Seares: SC policy on libel hasn’t removed jail term, isn’t limited to journalists

medias public

Libel still has to be decriminalized but 11 years ago, the Supreme Court (SC) took one step towards it. The high tribunal did not change the law; only Congress and the President can do that. It merely set what it called a “rule of preference” for judges in imposing penalty for criminal libel.

Administrative Circular #08-2008, approved en banc, was issued by the SC on Jan. 25, 2008, more than 11 years ago, when Justice Reynato S. Puno who signed it was chief justice.

Questions on circular

Still in many media forums, questions are unfailingly asked, such as (a) Did it take out from the law the penalty of imprisonment? (b) How much discretion does the judge have in imposing a jail sentence?
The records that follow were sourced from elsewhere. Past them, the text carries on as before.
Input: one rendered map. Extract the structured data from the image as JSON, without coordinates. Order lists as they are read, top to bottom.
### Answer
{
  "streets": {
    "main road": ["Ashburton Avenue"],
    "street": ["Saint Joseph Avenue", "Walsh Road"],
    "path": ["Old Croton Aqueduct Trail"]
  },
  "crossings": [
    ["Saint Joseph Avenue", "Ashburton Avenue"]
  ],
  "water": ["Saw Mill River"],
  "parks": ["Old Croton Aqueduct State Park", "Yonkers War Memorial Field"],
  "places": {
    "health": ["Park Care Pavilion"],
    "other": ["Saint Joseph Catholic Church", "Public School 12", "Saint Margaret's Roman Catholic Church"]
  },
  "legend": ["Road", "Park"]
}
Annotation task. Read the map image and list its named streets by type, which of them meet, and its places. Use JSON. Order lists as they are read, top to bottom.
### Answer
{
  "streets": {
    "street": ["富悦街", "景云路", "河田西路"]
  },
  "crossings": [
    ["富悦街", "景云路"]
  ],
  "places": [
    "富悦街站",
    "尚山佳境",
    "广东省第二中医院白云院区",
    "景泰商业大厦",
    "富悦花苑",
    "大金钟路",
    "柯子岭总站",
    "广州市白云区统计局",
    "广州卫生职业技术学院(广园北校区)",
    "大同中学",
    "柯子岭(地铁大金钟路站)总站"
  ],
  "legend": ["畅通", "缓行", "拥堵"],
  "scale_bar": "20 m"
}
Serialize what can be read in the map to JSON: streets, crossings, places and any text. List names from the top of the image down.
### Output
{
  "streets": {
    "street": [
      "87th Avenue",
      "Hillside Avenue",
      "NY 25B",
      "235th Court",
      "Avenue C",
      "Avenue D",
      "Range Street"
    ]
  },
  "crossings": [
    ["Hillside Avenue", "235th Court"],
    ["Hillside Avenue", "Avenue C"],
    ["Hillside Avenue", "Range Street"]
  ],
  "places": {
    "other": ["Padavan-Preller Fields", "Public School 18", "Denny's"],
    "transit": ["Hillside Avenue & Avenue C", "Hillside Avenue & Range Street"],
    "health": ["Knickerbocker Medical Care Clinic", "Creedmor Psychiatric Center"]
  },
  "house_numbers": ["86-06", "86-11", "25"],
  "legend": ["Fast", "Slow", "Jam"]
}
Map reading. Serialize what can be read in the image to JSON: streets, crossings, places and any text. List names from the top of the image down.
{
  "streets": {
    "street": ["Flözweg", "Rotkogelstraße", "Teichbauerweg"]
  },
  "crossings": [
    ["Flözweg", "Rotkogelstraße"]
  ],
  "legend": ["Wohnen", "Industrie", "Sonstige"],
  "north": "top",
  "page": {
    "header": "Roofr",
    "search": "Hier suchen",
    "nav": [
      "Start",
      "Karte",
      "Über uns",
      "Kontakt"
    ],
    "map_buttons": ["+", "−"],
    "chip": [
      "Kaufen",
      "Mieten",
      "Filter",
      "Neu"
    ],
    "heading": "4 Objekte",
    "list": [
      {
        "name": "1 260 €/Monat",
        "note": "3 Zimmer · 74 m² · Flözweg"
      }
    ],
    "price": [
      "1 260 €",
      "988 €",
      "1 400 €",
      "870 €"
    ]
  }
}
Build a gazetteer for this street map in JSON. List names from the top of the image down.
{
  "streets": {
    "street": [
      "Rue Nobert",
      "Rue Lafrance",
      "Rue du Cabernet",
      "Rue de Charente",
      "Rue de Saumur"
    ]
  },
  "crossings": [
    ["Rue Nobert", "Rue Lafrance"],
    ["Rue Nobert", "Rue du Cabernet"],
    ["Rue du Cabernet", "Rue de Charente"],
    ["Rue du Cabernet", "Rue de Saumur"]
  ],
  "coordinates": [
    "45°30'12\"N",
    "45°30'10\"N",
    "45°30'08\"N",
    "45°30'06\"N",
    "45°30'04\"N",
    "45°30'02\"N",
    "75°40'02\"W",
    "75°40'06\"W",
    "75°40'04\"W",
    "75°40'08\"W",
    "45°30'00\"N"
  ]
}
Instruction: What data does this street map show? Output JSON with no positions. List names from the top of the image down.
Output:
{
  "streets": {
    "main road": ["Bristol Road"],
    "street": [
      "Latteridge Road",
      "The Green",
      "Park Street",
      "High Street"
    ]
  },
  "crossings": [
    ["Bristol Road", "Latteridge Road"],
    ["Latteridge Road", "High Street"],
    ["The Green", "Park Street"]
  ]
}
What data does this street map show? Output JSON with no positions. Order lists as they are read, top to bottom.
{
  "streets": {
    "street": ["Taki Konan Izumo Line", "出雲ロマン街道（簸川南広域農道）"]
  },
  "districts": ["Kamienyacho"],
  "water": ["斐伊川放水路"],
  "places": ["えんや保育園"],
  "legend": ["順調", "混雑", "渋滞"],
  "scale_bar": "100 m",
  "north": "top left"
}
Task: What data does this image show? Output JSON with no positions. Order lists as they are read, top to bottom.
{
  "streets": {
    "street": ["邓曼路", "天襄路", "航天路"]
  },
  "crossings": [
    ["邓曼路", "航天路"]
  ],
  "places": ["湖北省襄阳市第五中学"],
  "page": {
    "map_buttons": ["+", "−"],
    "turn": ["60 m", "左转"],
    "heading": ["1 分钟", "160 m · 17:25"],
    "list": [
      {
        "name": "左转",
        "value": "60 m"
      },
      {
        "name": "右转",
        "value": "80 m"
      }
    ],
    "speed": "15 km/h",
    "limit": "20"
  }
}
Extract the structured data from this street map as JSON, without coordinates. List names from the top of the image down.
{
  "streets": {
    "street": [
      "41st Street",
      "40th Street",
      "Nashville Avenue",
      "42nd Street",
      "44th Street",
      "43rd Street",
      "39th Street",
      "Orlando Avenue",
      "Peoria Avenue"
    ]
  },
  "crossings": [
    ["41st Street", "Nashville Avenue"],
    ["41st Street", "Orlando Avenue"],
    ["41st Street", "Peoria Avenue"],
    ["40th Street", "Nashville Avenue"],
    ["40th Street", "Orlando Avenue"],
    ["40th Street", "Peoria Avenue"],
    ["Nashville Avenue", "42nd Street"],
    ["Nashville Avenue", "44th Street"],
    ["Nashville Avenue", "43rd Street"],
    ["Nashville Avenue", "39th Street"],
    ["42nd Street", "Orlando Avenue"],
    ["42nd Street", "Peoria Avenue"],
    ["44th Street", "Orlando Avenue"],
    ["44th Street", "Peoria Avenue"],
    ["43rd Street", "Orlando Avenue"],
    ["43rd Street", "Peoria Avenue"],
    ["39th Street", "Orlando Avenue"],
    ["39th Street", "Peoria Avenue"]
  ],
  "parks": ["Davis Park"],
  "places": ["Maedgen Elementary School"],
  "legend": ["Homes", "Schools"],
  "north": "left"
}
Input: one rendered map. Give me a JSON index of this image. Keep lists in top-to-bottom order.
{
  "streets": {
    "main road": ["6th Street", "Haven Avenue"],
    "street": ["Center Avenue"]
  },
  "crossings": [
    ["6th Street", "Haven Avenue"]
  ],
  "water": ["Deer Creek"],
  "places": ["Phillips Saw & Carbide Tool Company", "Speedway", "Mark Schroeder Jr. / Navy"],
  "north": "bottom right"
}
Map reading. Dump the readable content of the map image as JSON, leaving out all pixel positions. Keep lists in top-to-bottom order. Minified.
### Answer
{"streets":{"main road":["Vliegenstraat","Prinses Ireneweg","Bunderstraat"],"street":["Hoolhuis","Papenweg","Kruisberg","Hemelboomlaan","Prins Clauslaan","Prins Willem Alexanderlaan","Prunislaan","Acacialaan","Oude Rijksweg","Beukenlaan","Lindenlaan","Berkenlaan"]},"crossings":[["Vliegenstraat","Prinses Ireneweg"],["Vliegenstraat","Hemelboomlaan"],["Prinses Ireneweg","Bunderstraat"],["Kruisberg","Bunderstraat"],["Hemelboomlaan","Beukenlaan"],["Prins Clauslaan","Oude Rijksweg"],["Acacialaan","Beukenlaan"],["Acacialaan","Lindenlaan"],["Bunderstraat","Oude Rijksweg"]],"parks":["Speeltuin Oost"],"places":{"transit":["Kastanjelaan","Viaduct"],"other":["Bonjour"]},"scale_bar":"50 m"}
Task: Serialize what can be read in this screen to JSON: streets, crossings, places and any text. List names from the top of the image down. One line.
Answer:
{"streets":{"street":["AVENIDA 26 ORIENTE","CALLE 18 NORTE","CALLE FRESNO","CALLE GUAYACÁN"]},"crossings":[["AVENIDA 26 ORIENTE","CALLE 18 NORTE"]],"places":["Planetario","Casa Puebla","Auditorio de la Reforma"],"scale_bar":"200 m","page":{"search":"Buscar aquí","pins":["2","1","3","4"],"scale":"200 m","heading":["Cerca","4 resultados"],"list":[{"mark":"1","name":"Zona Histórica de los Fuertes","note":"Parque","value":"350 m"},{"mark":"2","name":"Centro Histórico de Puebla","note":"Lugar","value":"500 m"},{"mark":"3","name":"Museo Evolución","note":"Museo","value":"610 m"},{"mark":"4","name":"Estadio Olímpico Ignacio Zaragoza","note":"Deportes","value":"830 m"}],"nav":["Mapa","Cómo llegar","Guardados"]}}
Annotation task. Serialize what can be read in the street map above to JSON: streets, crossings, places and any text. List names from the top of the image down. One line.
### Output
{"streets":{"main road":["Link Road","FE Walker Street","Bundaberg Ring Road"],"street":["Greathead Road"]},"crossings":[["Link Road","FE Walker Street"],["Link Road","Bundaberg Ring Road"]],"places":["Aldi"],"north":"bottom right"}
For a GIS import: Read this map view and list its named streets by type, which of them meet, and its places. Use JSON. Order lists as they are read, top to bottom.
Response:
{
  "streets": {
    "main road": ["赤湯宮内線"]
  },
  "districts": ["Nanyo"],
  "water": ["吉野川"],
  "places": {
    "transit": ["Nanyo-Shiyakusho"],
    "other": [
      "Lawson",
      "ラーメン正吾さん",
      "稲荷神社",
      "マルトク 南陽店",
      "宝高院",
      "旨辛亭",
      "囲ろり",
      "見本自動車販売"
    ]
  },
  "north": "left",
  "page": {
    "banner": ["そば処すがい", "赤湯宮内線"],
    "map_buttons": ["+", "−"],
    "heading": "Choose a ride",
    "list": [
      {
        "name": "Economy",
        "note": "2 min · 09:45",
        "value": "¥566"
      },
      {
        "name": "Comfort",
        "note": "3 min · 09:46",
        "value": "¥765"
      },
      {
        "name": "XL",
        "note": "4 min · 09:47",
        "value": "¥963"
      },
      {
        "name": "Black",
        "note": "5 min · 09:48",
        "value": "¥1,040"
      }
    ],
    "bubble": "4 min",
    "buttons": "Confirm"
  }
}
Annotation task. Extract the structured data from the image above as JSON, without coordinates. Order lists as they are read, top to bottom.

And (c) If the convicted person cannot pay the fine, will he serve time in prison? (a. no, b. a lot, c. yes)

Added to those questions, because of cyber libel being also penalized by Anti-Cybercrime Law (Republic Act 10175), is this:

Is the admin-circular limited to journalists or those only working with news media and does it also apply to those who report or comment in blogs and social-media sites?

Application of the circular concerns more people now because of the huge number of internet users who communicate publicly. With no editor reviewing what they write and the speed the stuff is transmitted, chances of defaming others are higher.

No distinction

As libel under the Revised Penal Code does not distinguish offenders—be he a reporter or editor working in a newspaper or broadcast station, or a blogger or Facebook or Twitter user commenting about his lunch and his corrupt mayor—the SC admin-circular also does not distinguish whether the offender benefited by the order is a journalist or not.

The SC would have opened itself to criticism of discriminating against non-journalists. The Revised Penal Code and the cyber libel law don’t single out news media workers.

Reason for being

The concern though about the admin-circular’s application persists: Is it only for journalists? The reason for the worry goes back to the order’s reason for being.

When CJ Puno was criticized that he was trying to “court” media when the SC issued the order, he explained on Jan. 30, 2008 that the National Press Club (NPC) requested it. Had the NPC not sent him a letter, he wouldn’t have issued it, he said. Good for the press at the time: it asks the SC something, and the SC grants it.

How it helps

Has the admin-circular helped? No data are available on the number of people jailed or only fined for criminal libel. One cannot be sure how many judges followed the intent of the SC in its 2008 order.

Still, it must have helped, especially to journalists who have been clamoring that libel be decriminalized or, in the case of the plea of the Cebu Citizens-Press Council (CCPC), that the penalty of imprisonment be removed. The threat of imprisonment is worse than the threat of a fine, although an excessive fine may also amount to oppression.

‘Sound discretion’

That, along with the decision to jail or not to jail, is left to the judge. The Puno circular calls for the judge’s “exercise of sound discretion,” considering “the peculiar circumstances” of each case, whether jailing the accused or just imposing a fine will “serve the interest of justice.”

The circular in effect discourages the judge from sending the accused, journalist or not, to prison but doesn’t take away his right to slap him with a fine instead.

About the fine, subsidiary imprisonment will apply if the convicted libeler cannot pay. Not much argument for those seeking total decriminalization of libel because fat damages can be granted still to the victim in civil libel.

‘Burst of light’

On Feb. 6, 2008, former U. P. law dean Raul Pangalangan called the Puno circular “a welcome burst of light in the dark hour when the administration of President Gloria Macapagal-Arroyo has declared an open war against media.”

However, he said, he would have “much preferred” that Congress, the law-making arm, carry out the reform on the “antiquated” libel laws. Instead of the court, which could be accused of legislating, instead of just interpreting the law. The justice secretary at the time, Raul Gonzalez, suggested that Puno be impeached. It would’ve failed, because as one can see, “it amply leaves the weighing of penalties to the trial judge.”

Again, the circular applies to everyone haled to court for libel, journalist or not. And repeating Pangalangan, Congress can do better.